Sei que não precisaria explicar, mas penso ser importante demarcar território. Por óbvio, meu avô envergava a bandeira do partido contrário à ditadura. Aprendi com ele que não devemos aceitar regimes totalitários. Diariamente, após aposentado da viação férrea (esse crime, o fim das linhas de trem no Brasil, ainda receberão minha atenção, aguardem!), ele abria e mantinha funcionando o escritório do seu partido na cidade.
Sob influência desta mesma liberdade que ele pregava, não votei em seu candidato, Ulysses Guimarães, que presidira a assembleia constituinte. Votei em Leonel Brizola, pois desconsiderei os seus defeitos e valorizei a bandeira que ele bradava com ênfase: educação qualificada para os jovens!
Eu, já na tenra adolescência, sabia que sem educação nenhum país sairia do buraco. Ele, seguindo idéias de Darcy Ribeiro, um dos maiores homens que este país já viu nascer, criou os CIEPs, que eram escolas de turno integral. Infelizmente, não vingaram no Brasil. Nenhum dos dois elegeu seu candidato, tivemos de engolir o famoso caçador de marajás, que renunciou após um processo de impeachment. Lembro de meu avô, por trás de seu suntuoso bigode, afirmar antes das eleições, que este tal de “collorido” não era sério. Pena que nem todos pensaram assim…
Do mesmo modo, muita gente pensa diferente hoje em dia, ainda mais quando fomentadas pelas todo-poderosas redes sociais. Basta ver a bagunça que o derrotado Trump fez nos EUA após a eleição. Colocou em dúvida o sistema eleitoral, levando um bando de insanos a invadir o Congresso Nacional, em Washington. Seu discurso tresloucado tirou a vida de cinco pessoas e deixou dezenas de feridos. Após uma desgastante recontagem, provou-se que suas ameaças e dúvidas quanto à lisura do pleito eram mera falácia de perdedor.
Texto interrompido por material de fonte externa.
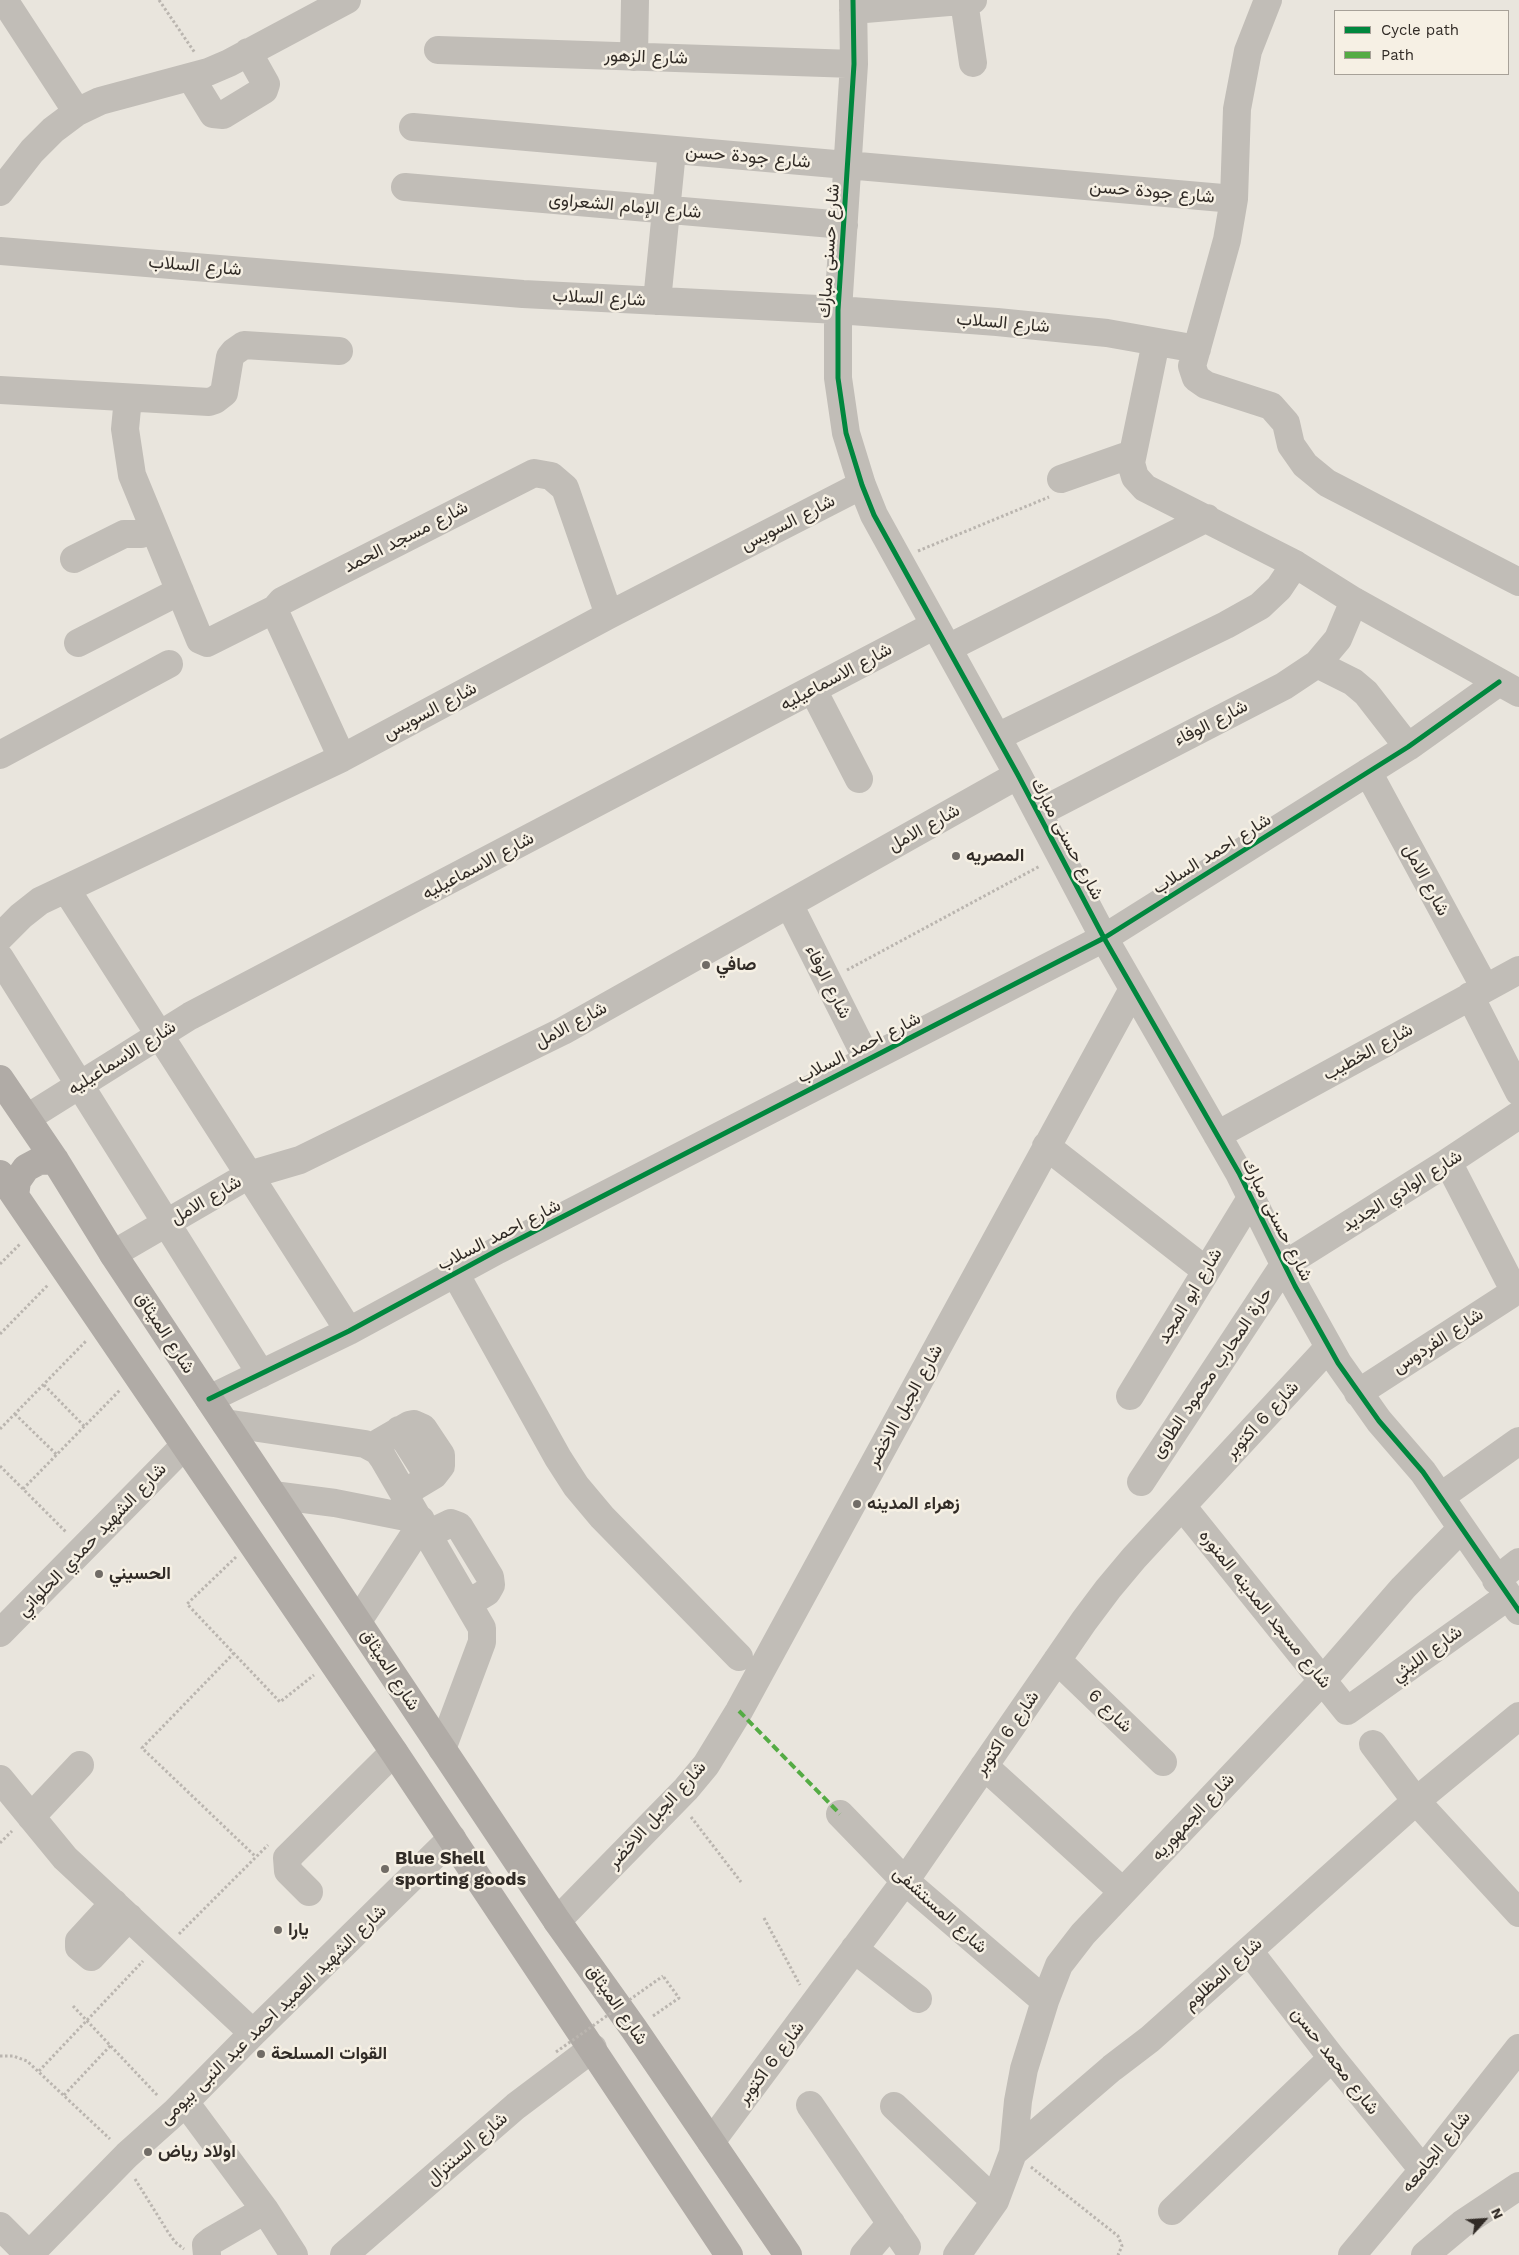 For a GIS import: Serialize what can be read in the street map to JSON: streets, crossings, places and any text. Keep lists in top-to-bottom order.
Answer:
{
  "streets": {
    "main road": ["شارع الميثاق"],
    "street": [
      "شارع الزهور",
      "شارع جودة حسن",
      "شارع الإمام الشعراوى",
      "شارع حسنى مبارك",
      "شارع السلاب",
      "شارع السويس",
      "شارع مسجد الحمد",
      "شارع الاسماعيليه",
      "شارع الوفاء",
      "شارع الامل",
      "شارع احمد السلاب",
      "شارع الخطيب",
      "شارع الوادي الجديد",
      "شارع ابو المجد",
      "شارع الفردوس",
      "حارة المحارب محمود الطاوى",
      "شارع الجبل الاخضر",
      "شارع 6 اكتوبر",
      "شارع الشهيد حمدي الحلواني",
      "شارع مسجد المدينه المنوره",
      "شارع الليثي",
      "شارع 6",
      "شارع الجمهوريه",
      "شارع المستشفى",
      "شارع المظلوم",
      "شارع الشهيد العميد احمد عبد النبى بيومى",
      "شارع محمد حسن",
      "شارع السنترال",
      "شارع الجامعه"
    ]
  },
  "crossings": [
    ["شارع الزهور", "شارع حسنى مبارك"],
    ["شارع جودة حسن", "شارع حسنى مبارك"],
    ["شارع الإمام الشعراوى", "شارع حسنى مبارك"],
    ["شارع حسنى مبارك", "شارع السلاب"],
    ["شارع حسنى مبارك", "شارع السويس"],
    ["شارع حسنى مبارك", "شارع الاسماعيليه"],
    ["شارع حسنى مبارك", "شارع الوفاء"],
    ["شارع حسنى مبارك", "شارع الامل"],
    ["شارع حسنى مبارك", "شارع احمد السلاب"],
    ["شارع حسنى مبارك", "شارع الخطيب"],
    ["شارع حسنى مبارك", "شارع الوادي الجديد"],
    ["شارع حسنى مبارك", "شارع ابو المجد"],
    ["شارع حسنى مبارك", "شارع الفردوس"],
    ["شارع حسنى مبارك", "حارة المحارب محمود الطاوى"],
    ["شارع حسنى مبارك", "شارع الجبل الاخضر"],
    ["شارع حسنى مبارك", "شارع 6 اكتوبر"],
    ["شارع حسنى مبارك", "شارع الليثي"],
    ["شارع حسنى مبارك", "شارع الجمهوريه"],
    ["شارع السويس", "شارع مسجد الحمد"],
    ["شارع الاسماعيليه", "شارع الميثاق"],
    ["شارع الوفاء", "شارع الامل"],
    ["شارع الوفاء", "شارع احمد السلاب"],
    ["شارع الامل", "شارع احمد السلاب"],
    ["شارع الامل", "شارع الخطيب"],
    ["شارع الامل", "شارع الميثاق"],
    ["شارع احمد السلاب", "شارع الميثاق"],
    ["شارع الوادي الجديد", "حارة المحارب محمود الطاوى"],
    ["شارع الميثاق", "شارع الجبل الاخضر"],
    ["شارع الميثاق", "شارع 6 اكتوبر"],
    ["شارع 6 اكتوبر", "شارع مسجد المدينه المنوره"],
    ["شارع 6 اكتوبر", "شارع 6"],
    ["شارع 6 اكتوبر", "شارع المستشفى"],
    ["شارع مسجد المدينه المنوره", "شارع الليثي"],
    ["شارع مسجد المدينه المنوره", "شارع الجمهوريه"],
    ["شارع الجمهوريه", "شارع المستشفى"],
    ["شارع الجمهوريه", "شارع المظلوم"],
    ["شارع المظلوم", "شارع محمد حسن"],
    ["شارع محمد حسن", "شارع الجامعه"]
  ],
  "places": [
    "المصريه",
    "صافي",
    "زهراء المدينه",
    "الحسيني",
    "Blue Shell sporting goods",
    "يارا",
    "القوات المسلحة",
    "اولاد رياض"
  ],
  "legend": ["Cycle path", "Path"],
  "north": "top right"
} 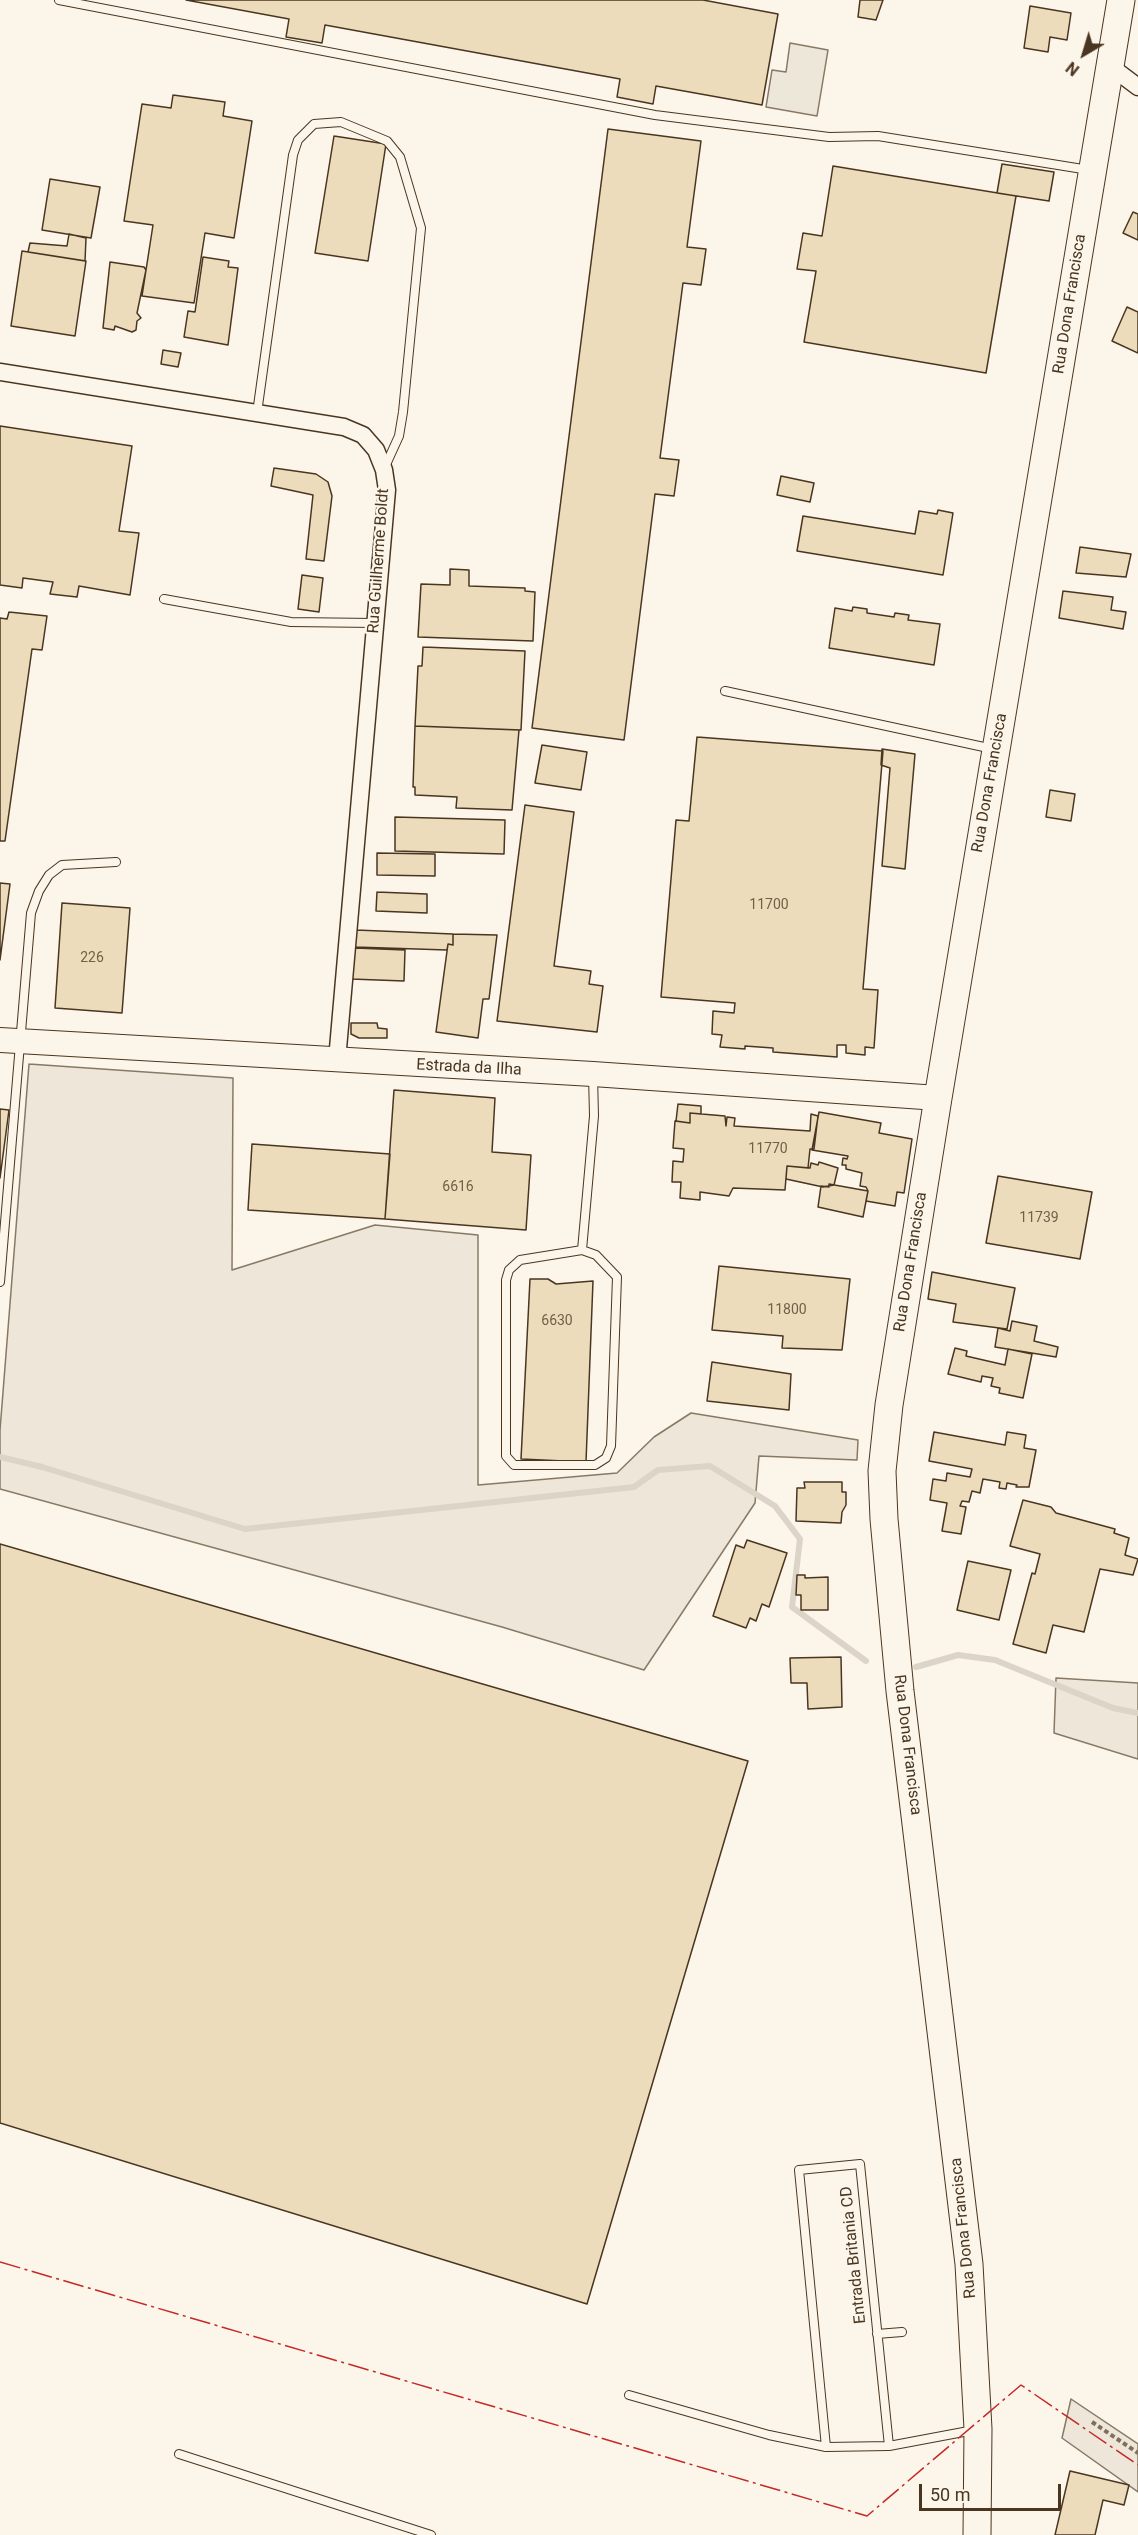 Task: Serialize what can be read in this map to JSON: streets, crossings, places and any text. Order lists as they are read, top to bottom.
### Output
{
  "streets": {
    "main road": ["Rua Dona Francisca"],
    "street": ["Rua Guilherme Boldt", "Estrada da Ilha"],
    "lane": ["Entrada Britania CD"]
  },
  "crossings": [
    ["Rua Dona Francisca", "Estrada da Ilha"],
    ["Rua Guilherme Boldt", "Estrada da Ilha"]
  ],
  "house_numbers": [
    "11700",
    "226",
    "11770",
    "6616",
    "11739",
    "11800",
    "6630"
  ],
  "scale_bar": "50 m",
  "north": "bottom left"
}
Agora que, finalmente, definimos o sistema da próxima votação por estas bandas, podemos partir para o que interessa: baseado nos exemplos históricos que listei e no conhecimento do quão difícil foi reaver o direito ao voto, não devemos nos ater em como votar, mas sim, em quem.
Para encerrar, dou uma dica e não irei cobrar nada por ela (aproveitem, não é sempre que estou bonzinho): análise de curriculum. Uma empresa, quando contrata um funcionário, confere o que ele fez, não o que ele diz que irá fazer. De promessas vazias e conversa mole nossa política tá dando show. Tá na hora de nossos funcionários – sim, os governantes são funcionários do povo – mostrarem um pouco mais de serviço!